------ Listed records ------

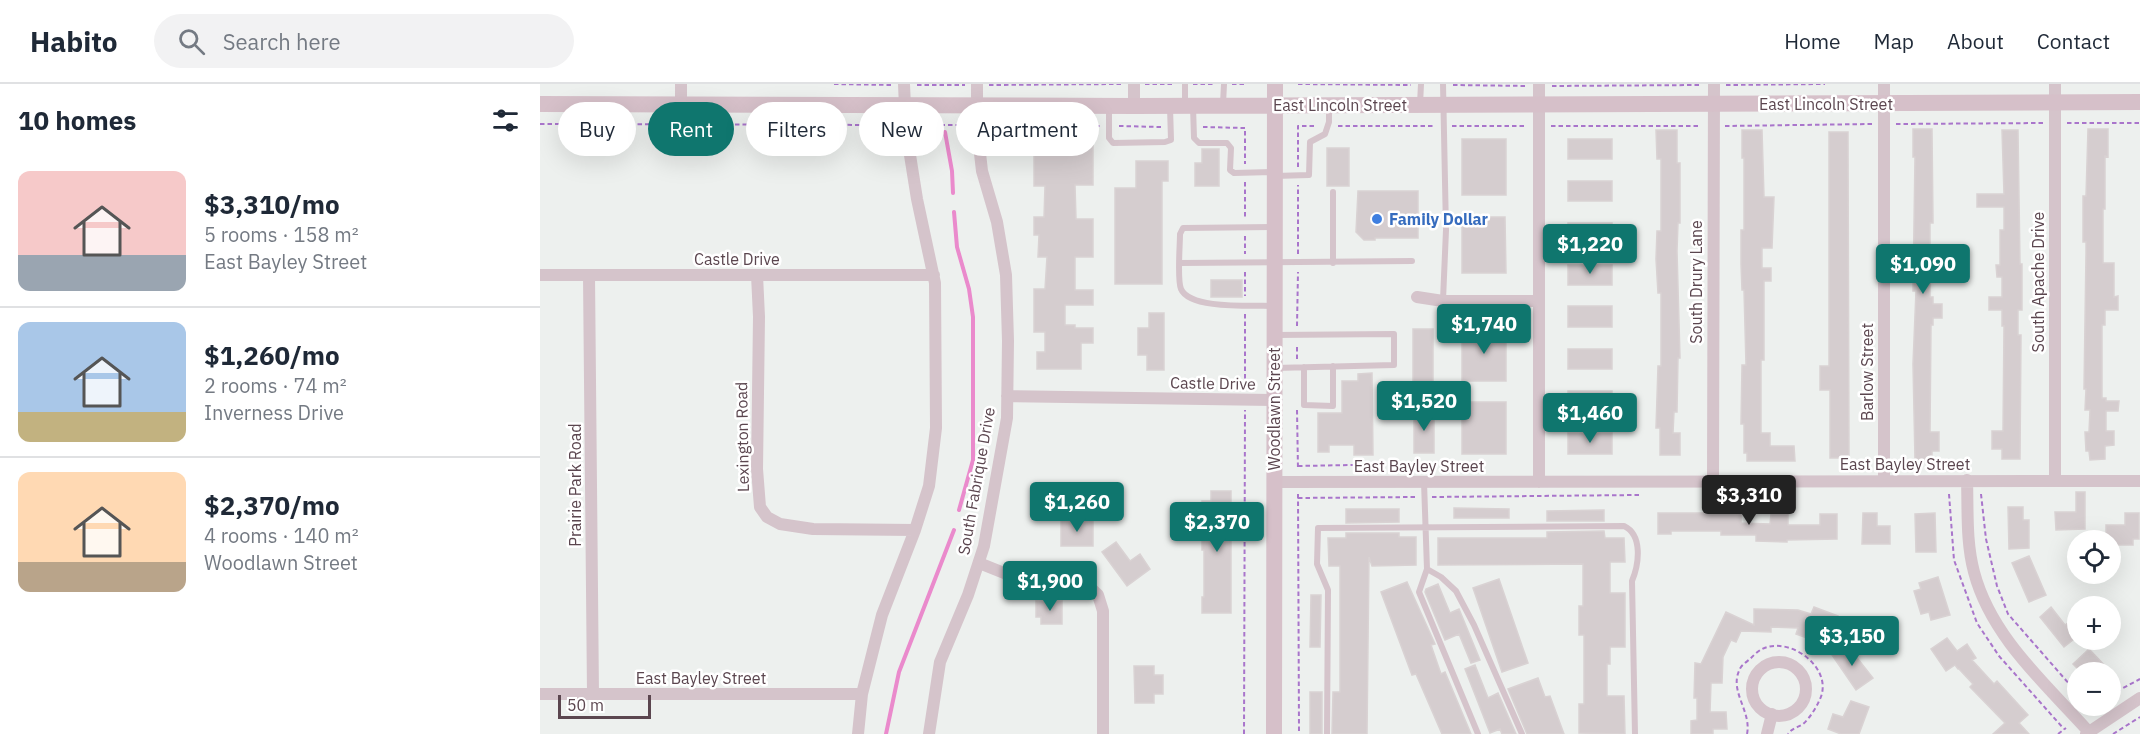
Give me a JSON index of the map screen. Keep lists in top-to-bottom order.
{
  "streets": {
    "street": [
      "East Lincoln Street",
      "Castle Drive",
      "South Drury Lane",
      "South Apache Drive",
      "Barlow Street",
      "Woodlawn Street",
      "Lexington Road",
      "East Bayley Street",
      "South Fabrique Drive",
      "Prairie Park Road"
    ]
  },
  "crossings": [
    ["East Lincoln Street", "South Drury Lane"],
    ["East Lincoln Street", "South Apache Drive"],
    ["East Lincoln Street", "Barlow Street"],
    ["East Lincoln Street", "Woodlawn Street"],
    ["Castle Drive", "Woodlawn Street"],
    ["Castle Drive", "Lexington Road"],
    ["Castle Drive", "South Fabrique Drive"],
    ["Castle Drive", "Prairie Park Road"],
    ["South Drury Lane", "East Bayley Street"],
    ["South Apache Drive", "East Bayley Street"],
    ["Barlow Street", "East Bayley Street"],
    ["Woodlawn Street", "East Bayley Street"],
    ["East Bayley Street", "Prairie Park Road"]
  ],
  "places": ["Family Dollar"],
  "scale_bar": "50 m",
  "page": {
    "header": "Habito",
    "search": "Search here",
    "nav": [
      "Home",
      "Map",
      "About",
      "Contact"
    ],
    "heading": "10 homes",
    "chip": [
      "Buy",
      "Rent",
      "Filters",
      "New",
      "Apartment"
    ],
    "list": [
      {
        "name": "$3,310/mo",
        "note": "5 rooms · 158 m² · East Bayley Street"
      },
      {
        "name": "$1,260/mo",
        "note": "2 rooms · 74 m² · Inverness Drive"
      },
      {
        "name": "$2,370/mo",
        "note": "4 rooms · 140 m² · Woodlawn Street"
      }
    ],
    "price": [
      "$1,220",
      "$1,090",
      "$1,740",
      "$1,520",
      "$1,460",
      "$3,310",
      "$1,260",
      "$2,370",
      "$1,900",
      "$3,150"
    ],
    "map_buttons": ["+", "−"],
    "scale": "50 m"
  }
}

------
------ Listed records ------

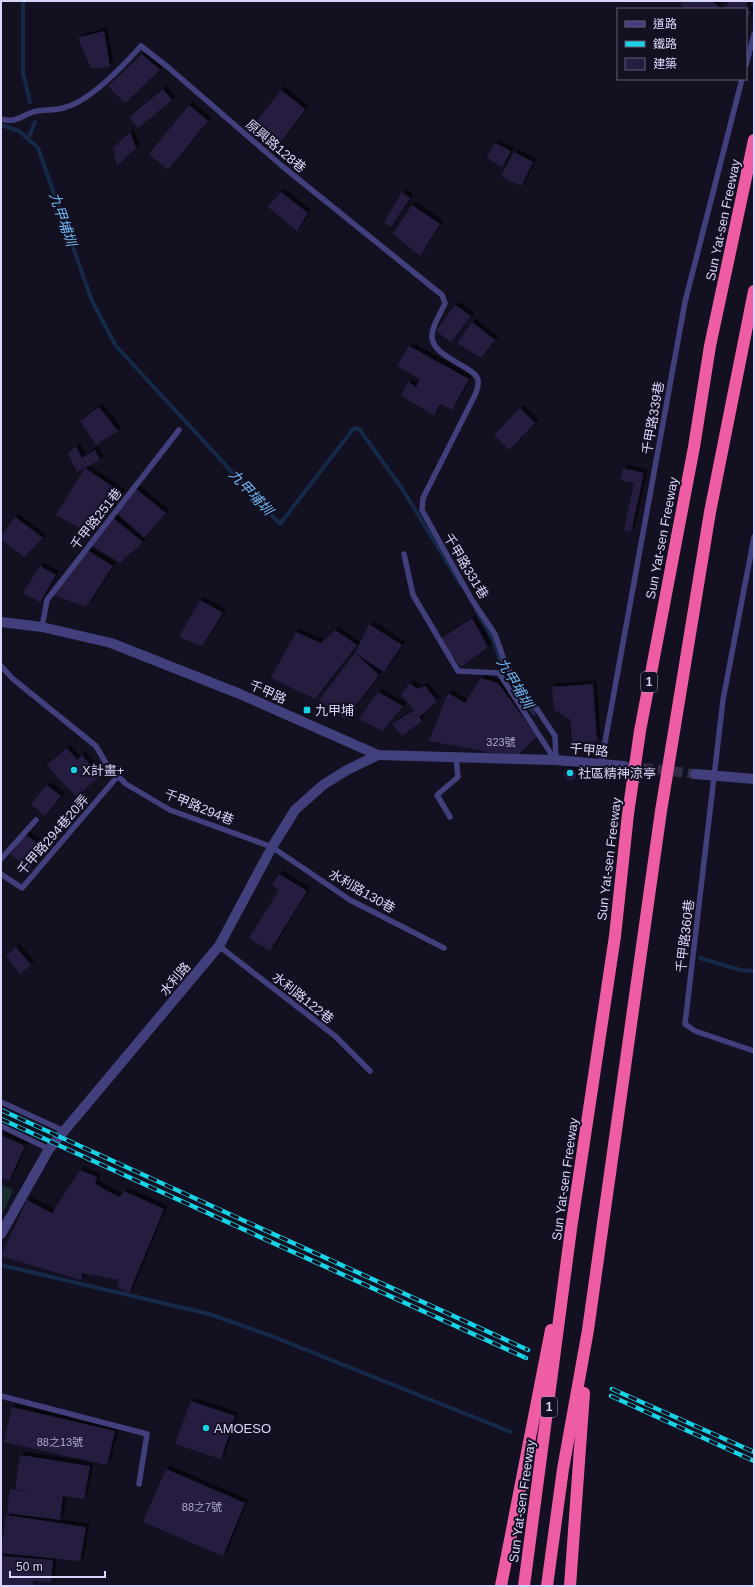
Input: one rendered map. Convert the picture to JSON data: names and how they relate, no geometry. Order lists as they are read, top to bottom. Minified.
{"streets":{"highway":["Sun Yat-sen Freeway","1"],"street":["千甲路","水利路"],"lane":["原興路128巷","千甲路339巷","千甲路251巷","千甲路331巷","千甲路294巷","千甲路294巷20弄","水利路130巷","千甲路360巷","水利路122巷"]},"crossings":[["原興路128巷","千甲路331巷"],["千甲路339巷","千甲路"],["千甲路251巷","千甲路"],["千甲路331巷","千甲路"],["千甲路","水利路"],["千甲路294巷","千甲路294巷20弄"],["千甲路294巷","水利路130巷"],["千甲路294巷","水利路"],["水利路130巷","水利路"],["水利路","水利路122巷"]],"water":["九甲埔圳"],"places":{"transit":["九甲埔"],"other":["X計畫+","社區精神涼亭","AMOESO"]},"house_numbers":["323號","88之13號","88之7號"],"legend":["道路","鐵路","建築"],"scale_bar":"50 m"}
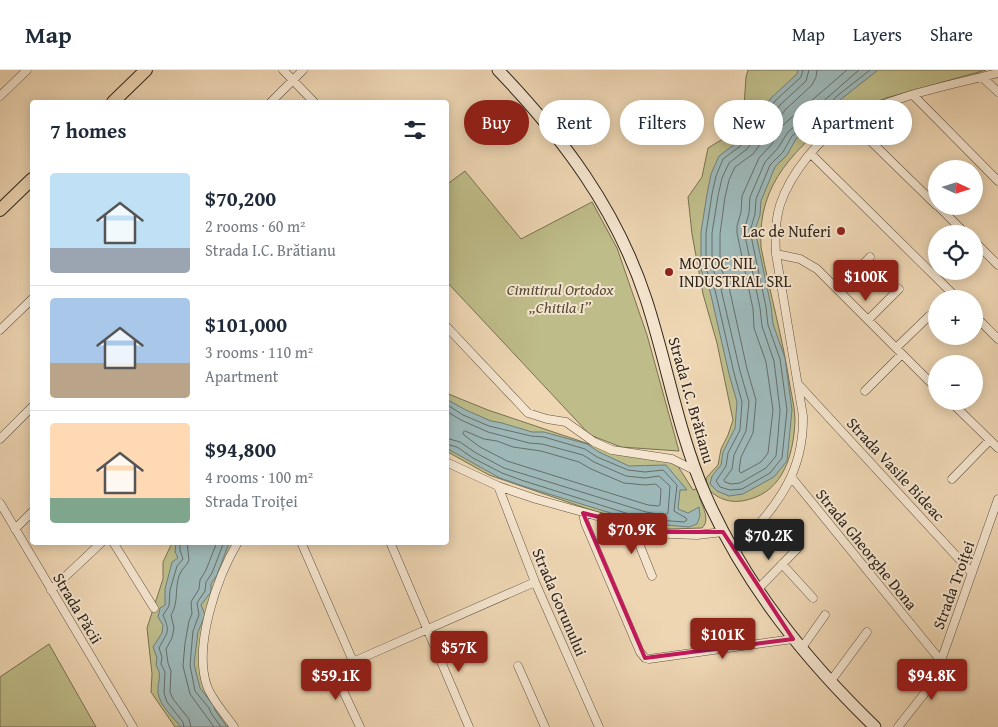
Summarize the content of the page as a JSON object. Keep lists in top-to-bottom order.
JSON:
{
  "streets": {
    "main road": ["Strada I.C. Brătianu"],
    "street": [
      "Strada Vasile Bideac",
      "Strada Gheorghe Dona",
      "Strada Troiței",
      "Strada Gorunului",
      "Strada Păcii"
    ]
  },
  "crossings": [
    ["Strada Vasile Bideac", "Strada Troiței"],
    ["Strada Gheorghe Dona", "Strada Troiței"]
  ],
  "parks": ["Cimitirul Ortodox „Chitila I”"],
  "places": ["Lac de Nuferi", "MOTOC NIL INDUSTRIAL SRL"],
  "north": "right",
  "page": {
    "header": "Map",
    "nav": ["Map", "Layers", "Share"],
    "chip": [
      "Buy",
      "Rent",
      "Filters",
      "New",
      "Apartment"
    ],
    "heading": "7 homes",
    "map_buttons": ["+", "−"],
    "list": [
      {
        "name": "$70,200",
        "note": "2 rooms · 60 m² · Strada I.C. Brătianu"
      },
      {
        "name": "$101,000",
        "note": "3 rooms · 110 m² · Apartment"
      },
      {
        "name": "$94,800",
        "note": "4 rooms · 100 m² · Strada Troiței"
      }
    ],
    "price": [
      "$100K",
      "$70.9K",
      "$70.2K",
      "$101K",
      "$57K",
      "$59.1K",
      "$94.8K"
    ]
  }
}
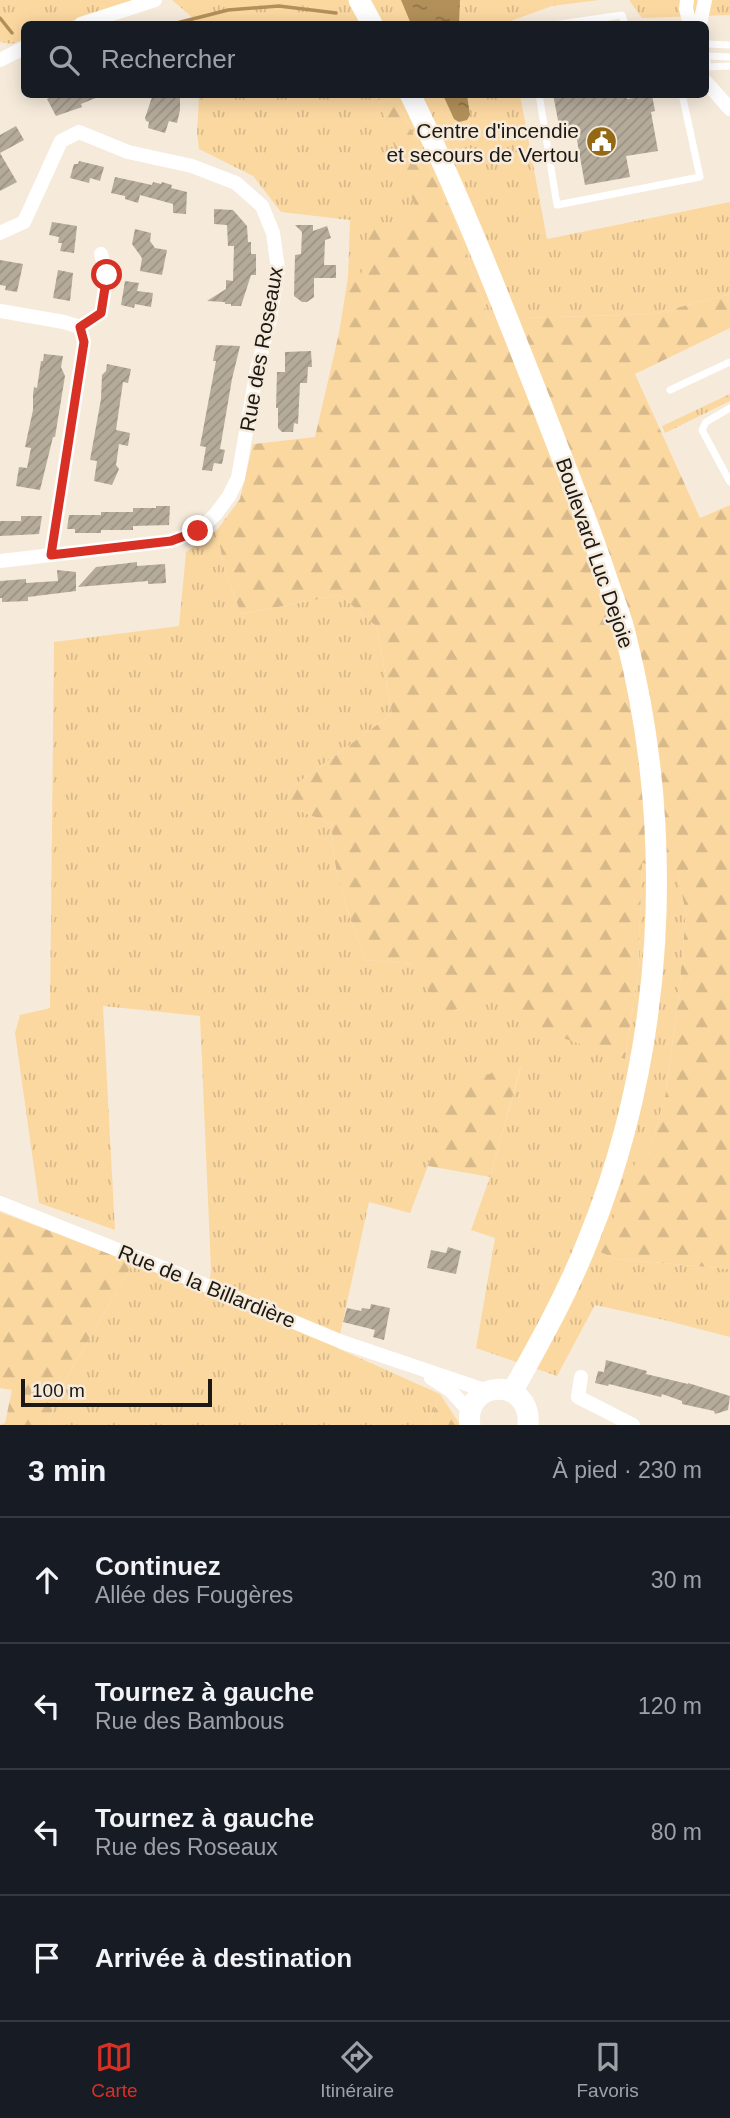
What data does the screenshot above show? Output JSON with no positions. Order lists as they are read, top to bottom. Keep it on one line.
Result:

------
------ Listed records ------

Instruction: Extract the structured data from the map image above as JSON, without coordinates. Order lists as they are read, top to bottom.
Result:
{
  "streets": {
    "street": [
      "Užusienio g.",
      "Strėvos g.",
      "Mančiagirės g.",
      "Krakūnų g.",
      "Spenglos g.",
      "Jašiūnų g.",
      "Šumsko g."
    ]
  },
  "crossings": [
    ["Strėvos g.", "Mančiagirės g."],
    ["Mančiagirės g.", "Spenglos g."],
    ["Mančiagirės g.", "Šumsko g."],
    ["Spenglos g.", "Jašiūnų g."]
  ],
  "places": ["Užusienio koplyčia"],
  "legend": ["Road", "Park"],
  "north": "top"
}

------

Directions:
Wherever the string "above" occurs in the data, copy the line that holds it.

Response to this task:
What data does the screenshot above show? Output JSON with no positions. Order lists as they are read, top to bottom. Keep it on one line.
Instruction: Extract the structured data from the map image above as JSON, without coordinates. Order lists as they are read, top to bottom.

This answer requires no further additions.